Ukraine said on Friday the situation in the Black Sea port city of Mariupol was now “critical”, as Russian forces continued their bombing campaign across the country in places like Kharkiv and Dnipro.
Russia’s defence ministry was quoted by the Tass news agency as saying Mariupol was now completely surrounded, and Ukrainian officials accused Russia of deliberately preventing civilians from getting out and stopping humanitarian convoys from getting in.
Interior ministry adviser Vadym Denysenko expressed doubt that the latest attempt to deliver humanitarian aid to Mariupol would succeed, and a new effort to evacuate civilians appeared to have failed.
“The situation is critical,” Denysenko said.

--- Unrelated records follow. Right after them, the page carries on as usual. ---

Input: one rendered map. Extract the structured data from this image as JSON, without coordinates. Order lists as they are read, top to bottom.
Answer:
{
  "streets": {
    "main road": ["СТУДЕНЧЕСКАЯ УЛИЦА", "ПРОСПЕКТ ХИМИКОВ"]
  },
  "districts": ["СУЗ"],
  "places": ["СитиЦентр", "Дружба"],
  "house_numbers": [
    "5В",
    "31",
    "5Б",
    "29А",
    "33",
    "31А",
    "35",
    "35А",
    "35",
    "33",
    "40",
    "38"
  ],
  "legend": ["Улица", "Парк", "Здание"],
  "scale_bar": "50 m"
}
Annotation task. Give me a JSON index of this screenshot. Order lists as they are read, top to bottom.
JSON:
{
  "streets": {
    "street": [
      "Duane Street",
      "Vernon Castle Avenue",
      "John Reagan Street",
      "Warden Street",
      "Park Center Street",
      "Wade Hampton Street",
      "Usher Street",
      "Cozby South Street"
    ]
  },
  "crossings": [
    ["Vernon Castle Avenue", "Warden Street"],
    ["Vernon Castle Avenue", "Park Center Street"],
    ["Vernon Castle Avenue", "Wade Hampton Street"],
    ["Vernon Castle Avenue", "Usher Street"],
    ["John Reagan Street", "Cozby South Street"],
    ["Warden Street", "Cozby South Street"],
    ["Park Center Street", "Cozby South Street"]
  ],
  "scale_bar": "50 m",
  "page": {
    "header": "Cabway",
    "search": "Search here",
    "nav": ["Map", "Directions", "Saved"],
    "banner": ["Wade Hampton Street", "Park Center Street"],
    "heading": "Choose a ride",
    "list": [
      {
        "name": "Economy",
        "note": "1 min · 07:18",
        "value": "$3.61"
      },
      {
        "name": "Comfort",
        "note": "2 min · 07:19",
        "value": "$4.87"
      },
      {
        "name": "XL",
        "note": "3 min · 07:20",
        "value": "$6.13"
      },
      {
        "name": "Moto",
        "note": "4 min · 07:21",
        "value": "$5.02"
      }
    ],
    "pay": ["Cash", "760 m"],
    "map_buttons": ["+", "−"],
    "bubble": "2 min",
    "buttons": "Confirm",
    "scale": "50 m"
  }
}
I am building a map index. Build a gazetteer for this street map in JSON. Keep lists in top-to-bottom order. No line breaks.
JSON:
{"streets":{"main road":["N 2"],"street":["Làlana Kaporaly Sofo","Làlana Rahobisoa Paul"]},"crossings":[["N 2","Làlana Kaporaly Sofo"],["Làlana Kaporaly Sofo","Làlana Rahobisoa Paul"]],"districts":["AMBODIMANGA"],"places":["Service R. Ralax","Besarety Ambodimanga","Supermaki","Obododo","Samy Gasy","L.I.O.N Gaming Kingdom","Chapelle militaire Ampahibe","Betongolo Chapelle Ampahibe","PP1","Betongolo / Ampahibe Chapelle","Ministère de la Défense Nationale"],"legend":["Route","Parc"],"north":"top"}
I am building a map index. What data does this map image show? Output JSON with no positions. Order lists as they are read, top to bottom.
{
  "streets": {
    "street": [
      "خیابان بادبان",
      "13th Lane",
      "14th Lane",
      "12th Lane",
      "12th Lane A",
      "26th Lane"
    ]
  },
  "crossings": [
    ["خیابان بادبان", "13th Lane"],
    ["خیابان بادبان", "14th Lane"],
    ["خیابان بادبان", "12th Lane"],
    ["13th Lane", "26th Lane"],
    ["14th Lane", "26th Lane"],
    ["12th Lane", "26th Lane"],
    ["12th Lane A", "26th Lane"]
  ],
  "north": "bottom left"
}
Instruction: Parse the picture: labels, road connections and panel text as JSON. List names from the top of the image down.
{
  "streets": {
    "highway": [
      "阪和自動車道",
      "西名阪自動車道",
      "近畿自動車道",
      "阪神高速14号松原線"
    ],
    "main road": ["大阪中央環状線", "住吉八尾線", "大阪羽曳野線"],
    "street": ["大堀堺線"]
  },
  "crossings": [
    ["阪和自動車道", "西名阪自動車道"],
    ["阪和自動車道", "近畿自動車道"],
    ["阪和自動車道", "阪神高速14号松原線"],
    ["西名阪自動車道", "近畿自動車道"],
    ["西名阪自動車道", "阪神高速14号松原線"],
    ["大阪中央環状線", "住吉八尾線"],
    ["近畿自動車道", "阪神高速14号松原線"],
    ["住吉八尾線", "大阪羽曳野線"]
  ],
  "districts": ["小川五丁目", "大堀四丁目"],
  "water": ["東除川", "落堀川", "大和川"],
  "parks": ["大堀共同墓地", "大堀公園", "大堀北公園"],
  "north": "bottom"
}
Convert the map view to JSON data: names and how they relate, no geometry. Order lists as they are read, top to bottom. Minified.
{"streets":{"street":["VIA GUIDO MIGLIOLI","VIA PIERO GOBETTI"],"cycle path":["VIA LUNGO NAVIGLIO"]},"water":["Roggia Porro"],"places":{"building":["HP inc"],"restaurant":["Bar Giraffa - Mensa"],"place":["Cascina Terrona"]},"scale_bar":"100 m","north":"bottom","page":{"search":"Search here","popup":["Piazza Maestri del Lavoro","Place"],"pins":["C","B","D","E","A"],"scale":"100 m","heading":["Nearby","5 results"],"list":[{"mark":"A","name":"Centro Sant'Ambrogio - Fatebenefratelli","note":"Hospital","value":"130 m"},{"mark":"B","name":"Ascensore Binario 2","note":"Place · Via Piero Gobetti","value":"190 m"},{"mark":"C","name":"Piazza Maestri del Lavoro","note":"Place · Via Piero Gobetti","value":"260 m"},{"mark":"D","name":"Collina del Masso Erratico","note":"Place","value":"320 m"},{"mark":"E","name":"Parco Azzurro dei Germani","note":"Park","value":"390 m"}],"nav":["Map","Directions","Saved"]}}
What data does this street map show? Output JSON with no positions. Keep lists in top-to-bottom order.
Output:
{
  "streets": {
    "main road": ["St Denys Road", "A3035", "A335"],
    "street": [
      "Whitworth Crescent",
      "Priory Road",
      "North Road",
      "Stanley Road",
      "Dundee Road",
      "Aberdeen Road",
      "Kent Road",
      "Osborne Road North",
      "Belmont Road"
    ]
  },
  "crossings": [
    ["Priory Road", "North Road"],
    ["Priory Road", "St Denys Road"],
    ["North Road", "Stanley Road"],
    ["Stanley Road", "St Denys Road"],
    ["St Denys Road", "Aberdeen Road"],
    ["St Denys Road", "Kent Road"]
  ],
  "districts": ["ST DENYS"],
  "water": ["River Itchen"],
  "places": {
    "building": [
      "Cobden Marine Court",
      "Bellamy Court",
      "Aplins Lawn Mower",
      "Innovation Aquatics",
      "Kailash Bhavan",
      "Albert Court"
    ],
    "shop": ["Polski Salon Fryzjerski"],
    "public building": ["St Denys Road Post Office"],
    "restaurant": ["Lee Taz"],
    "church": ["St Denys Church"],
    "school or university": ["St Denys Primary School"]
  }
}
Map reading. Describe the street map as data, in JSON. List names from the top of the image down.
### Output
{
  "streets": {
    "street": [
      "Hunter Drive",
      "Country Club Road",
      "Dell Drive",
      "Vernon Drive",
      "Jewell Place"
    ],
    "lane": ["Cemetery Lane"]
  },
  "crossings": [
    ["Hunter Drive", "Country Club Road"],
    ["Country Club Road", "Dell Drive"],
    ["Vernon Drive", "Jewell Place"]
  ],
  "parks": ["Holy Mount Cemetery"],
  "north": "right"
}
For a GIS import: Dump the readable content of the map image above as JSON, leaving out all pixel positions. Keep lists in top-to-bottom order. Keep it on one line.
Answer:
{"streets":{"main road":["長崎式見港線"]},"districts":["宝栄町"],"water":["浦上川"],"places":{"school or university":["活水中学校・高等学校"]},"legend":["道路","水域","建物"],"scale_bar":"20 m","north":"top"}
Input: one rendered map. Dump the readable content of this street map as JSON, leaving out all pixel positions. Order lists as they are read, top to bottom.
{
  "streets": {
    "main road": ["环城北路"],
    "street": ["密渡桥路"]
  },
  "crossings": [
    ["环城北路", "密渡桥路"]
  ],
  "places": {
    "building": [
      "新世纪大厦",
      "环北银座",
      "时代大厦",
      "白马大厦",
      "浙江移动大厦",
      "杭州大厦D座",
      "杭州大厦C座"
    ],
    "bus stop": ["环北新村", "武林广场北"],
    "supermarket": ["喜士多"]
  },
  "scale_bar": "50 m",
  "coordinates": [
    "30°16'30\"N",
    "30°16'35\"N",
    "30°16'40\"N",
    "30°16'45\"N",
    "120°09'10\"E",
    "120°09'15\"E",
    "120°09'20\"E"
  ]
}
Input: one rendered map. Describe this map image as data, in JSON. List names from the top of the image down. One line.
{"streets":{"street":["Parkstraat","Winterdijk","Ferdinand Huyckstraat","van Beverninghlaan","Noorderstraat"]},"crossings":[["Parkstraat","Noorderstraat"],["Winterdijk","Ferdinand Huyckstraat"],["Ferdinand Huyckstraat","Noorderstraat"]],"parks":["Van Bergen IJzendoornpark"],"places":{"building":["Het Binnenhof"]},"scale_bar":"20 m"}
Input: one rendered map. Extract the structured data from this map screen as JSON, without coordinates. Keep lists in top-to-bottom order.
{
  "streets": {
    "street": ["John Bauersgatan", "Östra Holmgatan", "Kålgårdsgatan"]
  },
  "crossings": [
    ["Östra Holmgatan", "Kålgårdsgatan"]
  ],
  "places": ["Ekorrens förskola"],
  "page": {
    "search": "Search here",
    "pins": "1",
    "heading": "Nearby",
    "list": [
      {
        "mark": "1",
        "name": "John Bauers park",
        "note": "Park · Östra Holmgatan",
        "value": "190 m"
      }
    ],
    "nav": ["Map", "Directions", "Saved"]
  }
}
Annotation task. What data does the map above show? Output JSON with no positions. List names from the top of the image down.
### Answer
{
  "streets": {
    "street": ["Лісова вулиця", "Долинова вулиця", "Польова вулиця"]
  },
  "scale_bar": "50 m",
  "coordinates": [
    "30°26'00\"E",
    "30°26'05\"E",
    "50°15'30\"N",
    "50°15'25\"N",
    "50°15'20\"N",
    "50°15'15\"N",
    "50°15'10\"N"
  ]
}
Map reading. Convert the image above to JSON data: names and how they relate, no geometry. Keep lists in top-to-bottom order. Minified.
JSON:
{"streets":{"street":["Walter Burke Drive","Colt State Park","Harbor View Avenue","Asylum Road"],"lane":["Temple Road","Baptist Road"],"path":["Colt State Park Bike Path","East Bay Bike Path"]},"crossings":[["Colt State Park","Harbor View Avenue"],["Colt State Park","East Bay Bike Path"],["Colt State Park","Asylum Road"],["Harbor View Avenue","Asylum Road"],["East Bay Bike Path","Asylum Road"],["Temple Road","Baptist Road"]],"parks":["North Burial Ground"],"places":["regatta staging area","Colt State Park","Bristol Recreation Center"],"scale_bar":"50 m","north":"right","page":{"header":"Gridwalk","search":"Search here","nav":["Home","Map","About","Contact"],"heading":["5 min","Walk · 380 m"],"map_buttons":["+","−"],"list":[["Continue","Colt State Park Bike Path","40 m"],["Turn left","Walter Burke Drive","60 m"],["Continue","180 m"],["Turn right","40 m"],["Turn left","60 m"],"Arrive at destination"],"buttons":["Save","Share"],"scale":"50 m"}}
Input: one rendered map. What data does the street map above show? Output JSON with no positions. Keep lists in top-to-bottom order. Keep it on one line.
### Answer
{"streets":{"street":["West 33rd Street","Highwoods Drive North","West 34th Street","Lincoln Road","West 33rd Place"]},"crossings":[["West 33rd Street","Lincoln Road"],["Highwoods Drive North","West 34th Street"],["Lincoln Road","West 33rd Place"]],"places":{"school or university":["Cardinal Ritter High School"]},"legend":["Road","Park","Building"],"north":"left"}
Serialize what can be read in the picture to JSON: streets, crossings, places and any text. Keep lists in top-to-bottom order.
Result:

The city council said 1,582 civilians had been killed in Mariupol since Russia invaded Ukraine on February 24. Russia denies targeting civilians in what it calls a “special operation” to disarm Ukraine and unseat leaders it has called “neo-Nazis”.
Residents of Mariupol, a strategically important city of more than 400,000 in peacetime, have been without power or water for more than a week. Attempts to arrange a local ceasefire and safe passage out have failed, with each side blaming the other.
Officials in Mariupol said Russian shelling was relentless on Friday. Tass quoted the Russian defence ministry as saying all bridges and roads into Mariupol had been destroyed or mined by Ukrainian forces.
Three people were killed in an attack that demolished a hospital in Mariupol this week, Ukrainian officials said, and supplies have been running low for days.
Mayor Vadym Boychenko said Russian warplanes had targeted residential areas in the city “every 30 minutes” on Thursday, “killing civilians, the elderly, women and children”.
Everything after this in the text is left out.